Darius shrugged. “Frommer’s family might have gotten word Leah was to make a match, and taken steps to obstruct it. Wilton might have made an enemy who seeks to take from him his most salable asset and make him look like the miserable excuse for a father he is. Leah might have offended somebody who thought to set her cap for you, Reston. Desperate women are a force to be reckoned with, occasionally a deadly force.”

There was a bleak sort of knowledge in Darius’s dark eyes, and Nick studied the man for some moments in silence.

Nick recalled Leah’s comment that younger sons as a breed tended to shrewdness. “I will pass these thoughts on to my investigator. You make sense, Lindsey, though I wish you didn’t.”

Darius drew Leah against him, pressing his lips to her hair and closing his eyes. “If anything had happened to you, Leah, I don’t know how I would have gone on. You’ll stay with Reston? He’ll have Lady Warne here in no time, I’m guessing, and it won’t be forever.”

Leah’s gaze shot to Nick, who nodded once.

“I will stay here,” Leah said, “with Nick and Lady Warne.”

“So what do we tell Wilton?” Darius asked, turning Leah loose.

“I sent him a note,” Nick said, “telling him Leah had run into Lady Della in the park and would be taking a late tea with her.”

The look Amherst gave him was not exactly friendly. “Believable,” Amherst said, “so why not throw Wilton off the scent further by sending another note saying she’s with me, visiting the children for a day or two?”

“That will serve,” Nick agreed, though he could see matters were moving too quickly from Leah’s perspective. He was not kidnapping her. He was keeping her safe. “Leah, can you live with this plan?” Asking her if she liked the idea didn’t seem prudent.

“I can live with it,” Leah said, “but then what? I can’t hide here forever.”

“Let’s deal with this one day at a time,” Nick suggested. “We are all tired, upset, and flustered. Gentlemen, can I offer you sustenance?”

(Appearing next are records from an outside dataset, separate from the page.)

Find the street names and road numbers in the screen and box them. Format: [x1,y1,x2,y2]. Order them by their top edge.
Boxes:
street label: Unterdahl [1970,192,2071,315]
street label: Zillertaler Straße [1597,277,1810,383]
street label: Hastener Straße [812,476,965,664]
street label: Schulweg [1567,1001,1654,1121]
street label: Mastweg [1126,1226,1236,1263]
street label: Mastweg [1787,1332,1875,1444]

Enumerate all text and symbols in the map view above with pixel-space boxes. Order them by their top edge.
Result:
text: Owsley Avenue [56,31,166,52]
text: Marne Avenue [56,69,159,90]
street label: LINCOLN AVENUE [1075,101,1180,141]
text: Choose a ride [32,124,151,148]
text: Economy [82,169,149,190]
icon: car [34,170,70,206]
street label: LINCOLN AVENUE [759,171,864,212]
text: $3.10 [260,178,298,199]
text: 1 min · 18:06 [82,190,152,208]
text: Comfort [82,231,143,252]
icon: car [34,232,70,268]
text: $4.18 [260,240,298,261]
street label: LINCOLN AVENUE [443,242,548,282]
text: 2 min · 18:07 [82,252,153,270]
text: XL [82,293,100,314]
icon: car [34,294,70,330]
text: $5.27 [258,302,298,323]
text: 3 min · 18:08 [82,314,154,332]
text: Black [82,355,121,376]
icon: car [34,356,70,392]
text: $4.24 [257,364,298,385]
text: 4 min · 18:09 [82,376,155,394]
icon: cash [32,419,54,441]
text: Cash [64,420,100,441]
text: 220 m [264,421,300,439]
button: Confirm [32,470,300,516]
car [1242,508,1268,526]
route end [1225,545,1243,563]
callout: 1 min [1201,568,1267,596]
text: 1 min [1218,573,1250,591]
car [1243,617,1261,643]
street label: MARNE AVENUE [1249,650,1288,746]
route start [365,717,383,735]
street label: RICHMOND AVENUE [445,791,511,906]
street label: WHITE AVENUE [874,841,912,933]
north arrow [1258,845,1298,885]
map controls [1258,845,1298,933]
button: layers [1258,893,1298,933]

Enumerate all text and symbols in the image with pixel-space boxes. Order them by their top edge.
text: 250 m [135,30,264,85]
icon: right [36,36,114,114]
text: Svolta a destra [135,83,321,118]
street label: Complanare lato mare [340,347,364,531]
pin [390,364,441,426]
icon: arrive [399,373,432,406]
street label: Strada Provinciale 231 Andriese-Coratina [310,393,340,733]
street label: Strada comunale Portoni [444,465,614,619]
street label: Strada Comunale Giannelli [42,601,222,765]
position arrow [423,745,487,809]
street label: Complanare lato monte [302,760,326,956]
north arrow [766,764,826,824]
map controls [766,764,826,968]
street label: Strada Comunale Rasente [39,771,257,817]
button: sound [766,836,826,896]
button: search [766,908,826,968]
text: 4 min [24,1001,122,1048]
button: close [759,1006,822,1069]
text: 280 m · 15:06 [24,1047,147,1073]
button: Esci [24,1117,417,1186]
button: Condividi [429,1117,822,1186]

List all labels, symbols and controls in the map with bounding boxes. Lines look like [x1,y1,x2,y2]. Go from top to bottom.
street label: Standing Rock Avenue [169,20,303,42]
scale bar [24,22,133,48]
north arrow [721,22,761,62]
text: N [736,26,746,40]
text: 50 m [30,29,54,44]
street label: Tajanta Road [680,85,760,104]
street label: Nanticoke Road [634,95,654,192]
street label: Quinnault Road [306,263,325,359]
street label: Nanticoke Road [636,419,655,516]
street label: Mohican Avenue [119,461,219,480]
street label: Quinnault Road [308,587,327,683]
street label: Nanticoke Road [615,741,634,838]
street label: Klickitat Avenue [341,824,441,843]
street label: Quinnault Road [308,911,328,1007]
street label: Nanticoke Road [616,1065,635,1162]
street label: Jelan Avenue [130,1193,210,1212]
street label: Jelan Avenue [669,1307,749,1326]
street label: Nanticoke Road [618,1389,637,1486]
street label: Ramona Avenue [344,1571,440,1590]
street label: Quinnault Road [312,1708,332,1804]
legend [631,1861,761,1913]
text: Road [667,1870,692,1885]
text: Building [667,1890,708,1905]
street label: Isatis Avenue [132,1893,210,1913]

“I think not,” Amherst said. “I’ve seen with my own eyes that Leah is safe, and we’ve made interim arrangements. If Leah might be visiting me later in the week, I’d best return to home and hearth, and I will want to have a word with my staff as well.”

“I’ll take my leave too,” Darius said, “and go about my usual haunts this evening. There’s always talk, and I can listen for it in a few low places that might yield some useful information.”

After Leah’s brothers had hugged her tightly, Nick walked them to the front door, though leaving his intended alone for even those few minutes flayed his nerves.

“No brooding,” Nick chided when he returned to the library. He sat beside her and laid an arm across her shoulders. “Talk to me, lovey. Tell me what’s on your mind.”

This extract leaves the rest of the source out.